▸ **Exercise requirements**
Search the records for the word "Renaude" and copy every line in which it occurs.

▸ **Data supplied**
━━━━━━━━━━━━━━━━━━━━━━━━━━━━━━
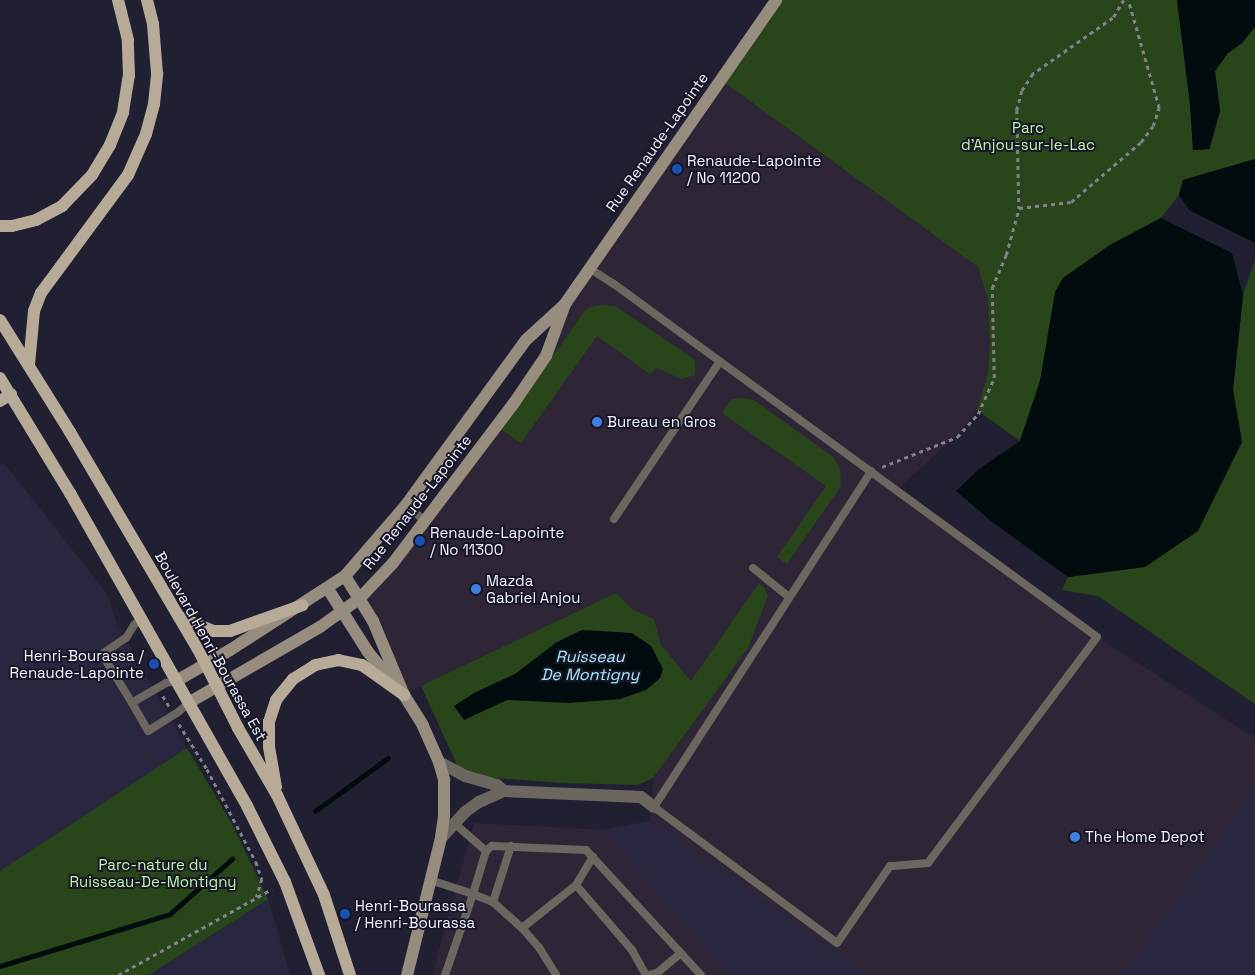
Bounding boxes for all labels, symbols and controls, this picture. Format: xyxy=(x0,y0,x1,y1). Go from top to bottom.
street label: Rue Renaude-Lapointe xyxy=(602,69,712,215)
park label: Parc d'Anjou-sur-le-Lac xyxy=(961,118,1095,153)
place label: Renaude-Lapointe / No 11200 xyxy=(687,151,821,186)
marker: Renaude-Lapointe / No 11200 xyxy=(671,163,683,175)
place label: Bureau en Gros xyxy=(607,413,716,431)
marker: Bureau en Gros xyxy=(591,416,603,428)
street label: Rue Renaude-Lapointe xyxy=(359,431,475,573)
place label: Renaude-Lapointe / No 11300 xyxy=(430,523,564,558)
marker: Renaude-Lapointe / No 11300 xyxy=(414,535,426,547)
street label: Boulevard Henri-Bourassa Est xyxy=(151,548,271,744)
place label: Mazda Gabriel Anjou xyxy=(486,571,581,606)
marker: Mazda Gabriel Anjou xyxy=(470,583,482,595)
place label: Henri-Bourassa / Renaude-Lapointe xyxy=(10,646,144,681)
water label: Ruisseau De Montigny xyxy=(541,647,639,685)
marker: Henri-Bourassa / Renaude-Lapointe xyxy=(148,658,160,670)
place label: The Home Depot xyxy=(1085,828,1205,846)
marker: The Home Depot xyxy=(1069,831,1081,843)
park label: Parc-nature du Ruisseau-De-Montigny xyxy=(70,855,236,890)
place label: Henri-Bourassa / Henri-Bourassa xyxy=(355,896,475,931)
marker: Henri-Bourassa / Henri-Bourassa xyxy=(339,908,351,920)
━━━━━━━━━━━━━━━━━━━━━━━━━━━━━━
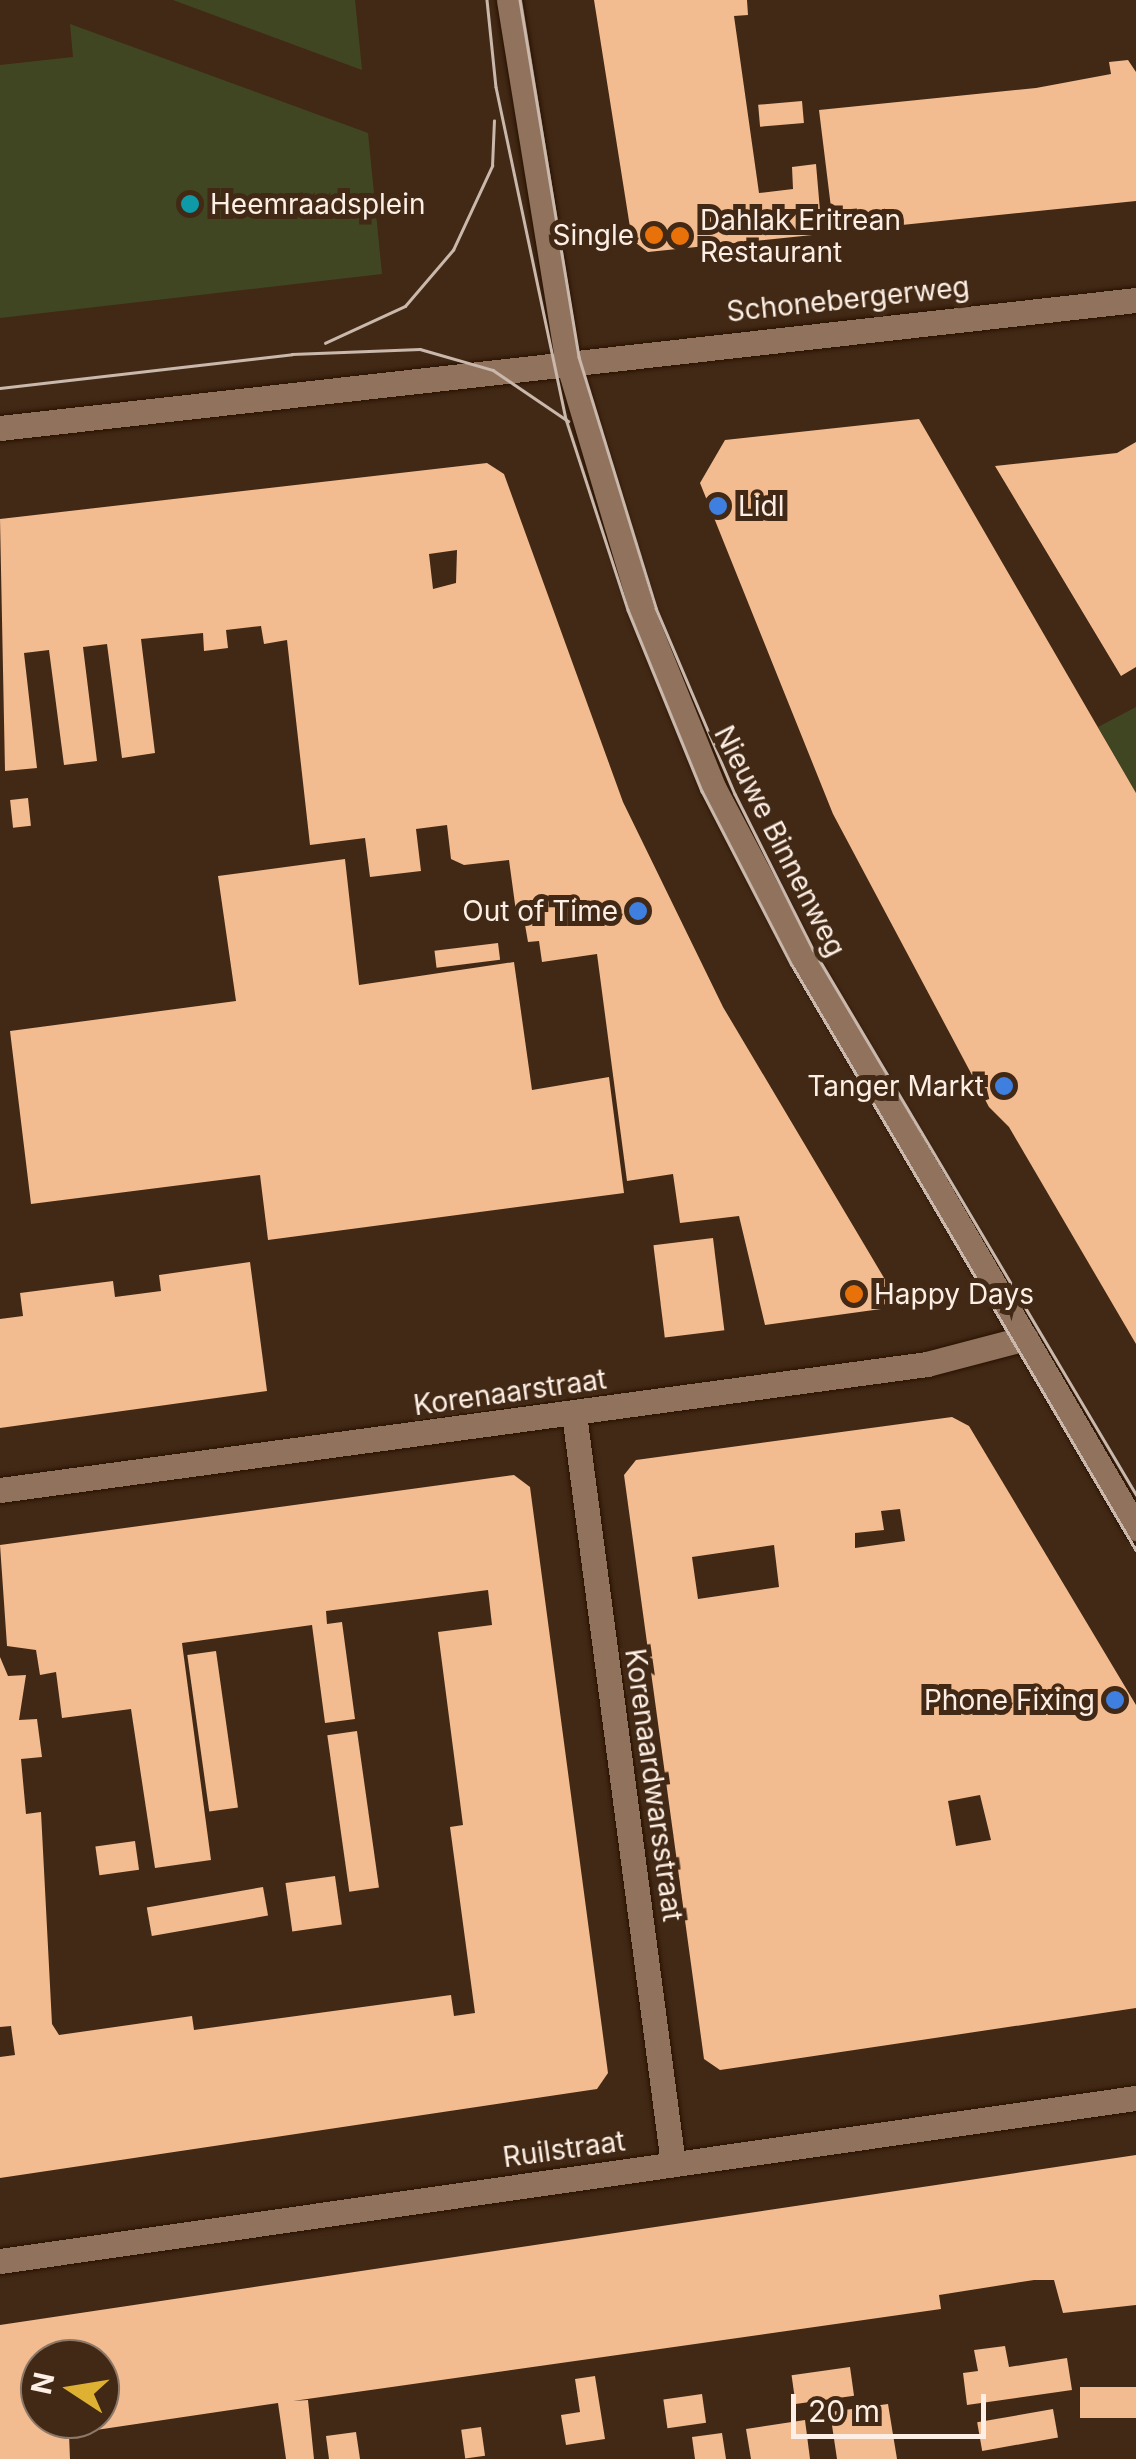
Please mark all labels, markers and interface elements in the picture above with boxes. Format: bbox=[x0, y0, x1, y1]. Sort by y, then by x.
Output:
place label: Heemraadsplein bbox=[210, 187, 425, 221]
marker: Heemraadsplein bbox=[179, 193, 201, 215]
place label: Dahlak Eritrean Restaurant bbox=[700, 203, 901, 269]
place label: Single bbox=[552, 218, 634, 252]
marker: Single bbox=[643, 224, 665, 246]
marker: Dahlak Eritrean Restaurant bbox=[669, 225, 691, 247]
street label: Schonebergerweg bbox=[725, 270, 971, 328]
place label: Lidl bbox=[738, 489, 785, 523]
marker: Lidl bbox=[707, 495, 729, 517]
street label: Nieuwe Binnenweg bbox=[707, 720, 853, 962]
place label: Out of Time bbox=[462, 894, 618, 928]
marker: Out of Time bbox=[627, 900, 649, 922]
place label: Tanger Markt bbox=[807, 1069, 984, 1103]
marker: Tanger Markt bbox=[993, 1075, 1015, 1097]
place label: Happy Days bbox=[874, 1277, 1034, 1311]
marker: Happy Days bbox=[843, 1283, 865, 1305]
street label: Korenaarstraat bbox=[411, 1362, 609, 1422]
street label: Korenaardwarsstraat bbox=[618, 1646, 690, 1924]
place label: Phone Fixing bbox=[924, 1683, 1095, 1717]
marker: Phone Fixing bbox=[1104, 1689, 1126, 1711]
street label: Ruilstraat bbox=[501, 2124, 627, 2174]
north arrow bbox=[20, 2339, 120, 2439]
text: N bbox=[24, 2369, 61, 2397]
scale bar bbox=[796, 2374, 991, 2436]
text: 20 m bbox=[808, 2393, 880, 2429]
━━━━━━━━━━━━━━━━━━━━━━━━━━━━━━
▸ **Your response**
street label: Rue Renaude-Lapointe xyxy=(602,69,712,215)
place label: Renaude-Lapointe / No 11200 xyxy=(687,151,821,186)
marker: Renaude-Lapointe / No 11200 xyxy=(671,163,683,175)
street label: Rue Renaude-Lapointe xyxy=(359,431,475,573)
place label: Renaude-Lapointe / No 11300 xyxy=(430,523,564,558)
marker: Renaude-Lapointe / No 11300 xyxy=(414,535,426,547)
place label: Henri-Bourassa / Renaude-Lapointe xyxy=(10,646,144,681)
marker: Henri-Bourassa / Renaude-Lapointe xyxy=(148,658,160,670)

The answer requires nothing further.